Once and awhile I need people to just be human. Yesterday I needed some room for a lane change, and I got the sound of an accelerating engine and a blast on the horn. It should end there, but I am dumb. As he zoomed past I looked over to check for any further information that the driver might have wanted to convey. The big maroon SUV’s window rolled down, and I got the finger and some expletives which were intended to explain his anger. I returned with a volley of filth hoping to convey my feelings about the situation. In the world of winning and losing I know how the situation will end everytime. He wins.
Why did he win? Because I let him get to me. I should have never looked over, and I should have never said a word. Did I think I was going to change how he felt about the situation? About cyclists’ rights? About my safety?
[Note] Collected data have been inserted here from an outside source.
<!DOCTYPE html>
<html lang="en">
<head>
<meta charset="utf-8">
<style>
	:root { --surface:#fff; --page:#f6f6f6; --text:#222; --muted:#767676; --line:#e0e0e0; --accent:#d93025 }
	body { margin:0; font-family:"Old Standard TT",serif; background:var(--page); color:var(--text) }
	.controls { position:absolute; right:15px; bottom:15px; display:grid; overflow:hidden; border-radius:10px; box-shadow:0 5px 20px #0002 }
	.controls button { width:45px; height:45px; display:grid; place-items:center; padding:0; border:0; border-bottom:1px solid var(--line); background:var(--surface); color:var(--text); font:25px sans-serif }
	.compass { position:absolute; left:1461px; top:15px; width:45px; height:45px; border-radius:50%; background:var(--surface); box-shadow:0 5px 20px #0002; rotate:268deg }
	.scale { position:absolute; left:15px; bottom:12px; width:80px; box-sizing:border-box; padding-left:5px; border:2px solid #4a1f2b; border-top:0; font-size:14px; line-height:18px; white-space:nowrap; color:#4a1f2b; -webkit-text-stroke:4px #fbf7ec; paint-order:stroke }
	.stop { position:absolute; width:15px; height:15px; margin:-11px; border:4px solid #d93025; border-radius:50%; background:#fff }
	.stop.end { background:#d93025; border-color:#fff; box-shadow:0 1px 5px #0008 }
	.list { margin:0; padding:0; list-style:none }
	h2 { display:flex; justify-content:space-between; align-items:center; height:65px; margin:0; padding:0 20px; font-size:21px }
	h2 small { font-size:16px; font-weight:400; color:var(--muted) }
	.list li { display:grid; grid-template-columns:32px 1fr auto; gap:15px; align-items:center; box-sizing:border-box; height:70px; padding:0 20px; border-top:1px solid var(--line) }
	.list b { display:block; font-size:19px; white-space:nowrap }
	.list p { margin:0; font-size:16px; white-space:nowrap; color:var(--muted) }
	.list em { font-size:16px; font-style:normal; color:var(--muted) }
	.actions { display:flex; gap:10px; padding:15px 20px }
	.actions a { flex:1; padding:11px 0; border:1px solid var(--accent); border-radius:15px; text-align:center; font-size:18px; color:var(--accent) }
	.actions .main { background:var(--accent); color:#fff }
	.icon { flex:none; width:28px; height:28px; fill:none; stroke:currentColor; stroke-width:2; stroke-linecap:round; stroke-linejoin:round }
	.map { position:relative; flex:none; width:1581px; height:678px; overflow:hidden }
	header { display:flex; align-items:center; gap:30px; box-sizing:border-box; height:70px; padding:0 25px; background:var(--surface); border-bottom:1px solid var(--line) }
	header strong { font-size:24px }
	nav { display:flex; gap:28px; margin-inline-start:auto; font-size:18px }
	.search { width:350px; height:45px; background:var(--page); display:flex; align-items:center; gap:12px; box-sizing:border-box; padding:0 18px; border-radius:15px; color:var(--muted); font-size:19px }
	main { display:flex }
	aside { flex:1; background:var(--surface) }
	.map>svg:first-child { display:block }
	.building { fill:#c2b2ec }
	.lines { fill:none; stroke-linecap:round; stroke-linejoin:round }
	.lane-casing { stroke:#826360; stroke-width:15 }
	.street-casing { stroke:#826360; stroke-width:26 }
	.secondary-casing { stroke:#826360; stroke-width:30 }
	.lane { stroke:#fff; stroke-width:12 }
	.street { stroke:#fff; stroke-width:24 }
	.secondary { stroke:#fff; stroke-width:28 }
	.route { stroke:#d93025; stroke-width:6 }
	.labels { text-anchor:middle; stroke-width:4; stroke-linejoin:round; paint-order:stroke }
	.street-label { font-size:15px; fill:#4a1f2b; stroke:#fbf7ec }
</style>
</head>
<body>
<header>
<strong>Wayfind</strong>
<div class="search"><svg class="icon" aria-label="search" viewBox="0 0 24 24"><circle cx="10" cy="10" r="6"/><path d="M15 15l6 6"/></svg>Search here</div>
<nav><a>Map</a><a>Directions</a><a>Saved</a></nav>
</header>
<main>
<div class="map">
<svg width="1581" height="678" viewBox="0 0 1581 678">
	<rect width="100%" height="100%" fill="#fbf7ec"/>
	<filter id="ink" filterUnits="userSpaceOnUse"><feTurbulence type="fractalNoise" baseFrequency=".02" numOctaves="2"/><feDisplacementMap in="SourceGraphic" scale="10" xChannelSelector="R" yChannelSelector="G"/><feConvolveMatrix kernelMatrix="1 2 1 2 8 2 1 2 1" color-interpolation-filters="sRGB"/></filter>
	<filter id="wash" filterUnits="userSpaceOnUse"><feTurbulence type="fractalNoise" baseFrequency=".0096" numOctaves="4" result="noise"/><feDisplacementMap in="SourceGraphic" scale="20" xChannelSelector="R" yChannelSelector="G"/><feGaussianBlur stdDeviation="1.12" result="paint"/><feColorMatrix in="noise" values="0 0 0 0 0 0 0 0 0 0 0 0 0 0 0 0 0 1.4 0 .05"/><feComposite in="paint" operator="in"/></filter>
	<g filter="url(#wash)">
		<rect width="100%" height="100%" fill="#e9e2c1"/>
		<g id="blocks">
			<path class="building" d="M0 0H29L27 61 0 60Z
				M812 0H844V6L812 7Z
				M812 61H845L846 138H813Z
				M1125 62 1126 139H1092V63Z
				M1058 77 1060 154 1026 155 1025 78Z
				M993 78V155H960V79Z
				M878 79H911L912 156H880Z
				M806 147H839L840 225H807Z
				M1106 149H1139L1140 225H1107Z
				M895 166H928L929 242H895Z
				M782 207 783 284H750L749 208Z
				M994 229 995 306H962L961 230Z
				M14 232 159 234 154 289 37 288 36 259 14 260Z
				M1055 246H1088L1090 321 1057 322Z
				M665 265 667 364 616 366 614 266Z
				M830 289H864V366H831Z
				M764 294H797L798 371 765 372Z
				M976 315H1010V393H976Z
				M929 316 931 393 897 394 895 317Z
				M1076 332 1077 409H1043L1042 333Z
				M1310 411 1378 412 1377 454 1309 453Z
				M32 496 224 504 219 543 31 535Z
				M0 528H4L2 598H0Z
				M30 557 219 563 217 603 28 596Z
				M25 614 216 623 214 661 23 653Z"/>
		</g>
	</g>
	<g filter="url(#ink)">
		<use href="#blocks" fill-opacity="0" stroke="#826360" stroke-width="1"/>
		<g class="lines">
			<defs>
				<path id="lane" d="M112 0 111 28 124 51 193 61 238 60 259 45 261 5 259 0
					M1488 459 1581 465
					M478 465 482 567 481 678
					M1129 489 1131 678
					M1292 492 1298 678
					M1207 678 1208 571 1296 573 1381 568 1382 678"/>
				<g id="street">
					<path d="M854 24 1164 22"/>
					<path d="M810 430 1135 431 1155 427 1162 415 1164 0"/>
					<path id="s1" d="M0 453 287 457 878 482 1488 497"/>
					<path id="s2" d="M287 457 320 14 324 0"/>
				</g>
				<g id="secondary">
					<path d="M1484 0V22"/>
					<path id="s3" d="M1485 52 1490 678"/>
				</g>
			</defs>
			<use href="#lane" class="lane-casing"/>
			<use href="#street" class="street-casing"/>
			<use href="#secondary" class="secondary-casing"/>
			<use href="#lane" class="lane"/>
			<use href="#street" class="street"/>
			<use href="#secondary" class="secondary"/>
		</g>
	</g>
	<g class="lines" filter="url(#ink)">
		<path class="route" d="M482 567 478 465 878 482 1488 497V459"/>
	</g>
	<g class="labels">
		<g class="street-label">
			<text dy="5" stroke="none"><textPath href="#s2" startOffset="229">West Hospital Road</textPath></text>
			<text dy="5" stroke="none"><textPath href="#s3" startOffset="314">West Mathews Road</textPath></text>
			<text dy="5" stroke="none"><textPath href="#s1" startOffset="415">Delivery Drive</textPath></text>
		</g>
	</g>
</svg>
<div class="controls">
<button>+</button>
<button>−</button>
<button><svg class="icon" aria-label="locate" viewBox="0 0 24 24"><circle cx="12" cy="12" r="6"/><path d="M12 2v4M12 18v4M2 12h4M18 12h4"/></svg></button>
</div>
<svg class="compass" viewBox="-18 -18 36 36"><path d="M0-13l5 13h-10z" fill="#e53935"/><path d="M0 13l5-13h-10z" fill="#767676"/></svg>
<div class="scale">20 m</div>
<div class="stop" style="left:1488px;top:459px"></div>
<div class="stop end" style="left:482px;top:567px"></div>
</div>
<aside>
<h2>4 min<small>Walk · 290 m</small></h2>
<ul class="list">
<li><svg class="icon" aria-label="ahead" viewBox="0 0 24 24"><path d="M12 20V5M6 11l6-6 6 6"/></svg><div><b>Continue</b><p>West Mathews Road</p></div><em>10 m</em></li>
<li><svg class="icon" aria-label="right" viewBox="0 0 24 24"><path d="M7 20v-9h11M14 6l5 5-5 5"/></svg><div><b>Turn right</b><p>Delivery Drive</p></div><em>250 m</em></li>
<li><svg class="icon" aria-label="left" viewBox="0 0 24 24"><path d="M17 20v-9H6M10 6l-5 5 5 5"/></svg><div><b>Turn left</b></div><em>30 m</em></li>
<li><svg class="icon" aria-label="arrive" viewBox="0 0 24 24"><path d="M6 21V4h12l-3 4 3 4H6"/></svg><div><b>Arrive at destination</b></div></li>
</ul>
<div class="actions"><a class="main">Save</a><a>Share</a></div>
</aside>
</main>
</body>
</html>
About his mother? Looking back now I realize I just helped fill the big happy pool of anger we all swim in.
It’s my fault. I slipped into a funk yesterday, and I didn’t get out in time. When that man decided he wanted to be a part of my day I was ready to let off some steam. I took out my unhappiness on him. Neither of us were really in the right, nobody’s life was in danger, and nobody got hurt. Not a reason to piss on someone’s parade for sure. I wish I could apologize for my behavior. My actions were pointless, and in the end my anger only hurt me. I need to save all that extra energy for next season.

“Calm down buddy, or I’m gonna kick your ass.”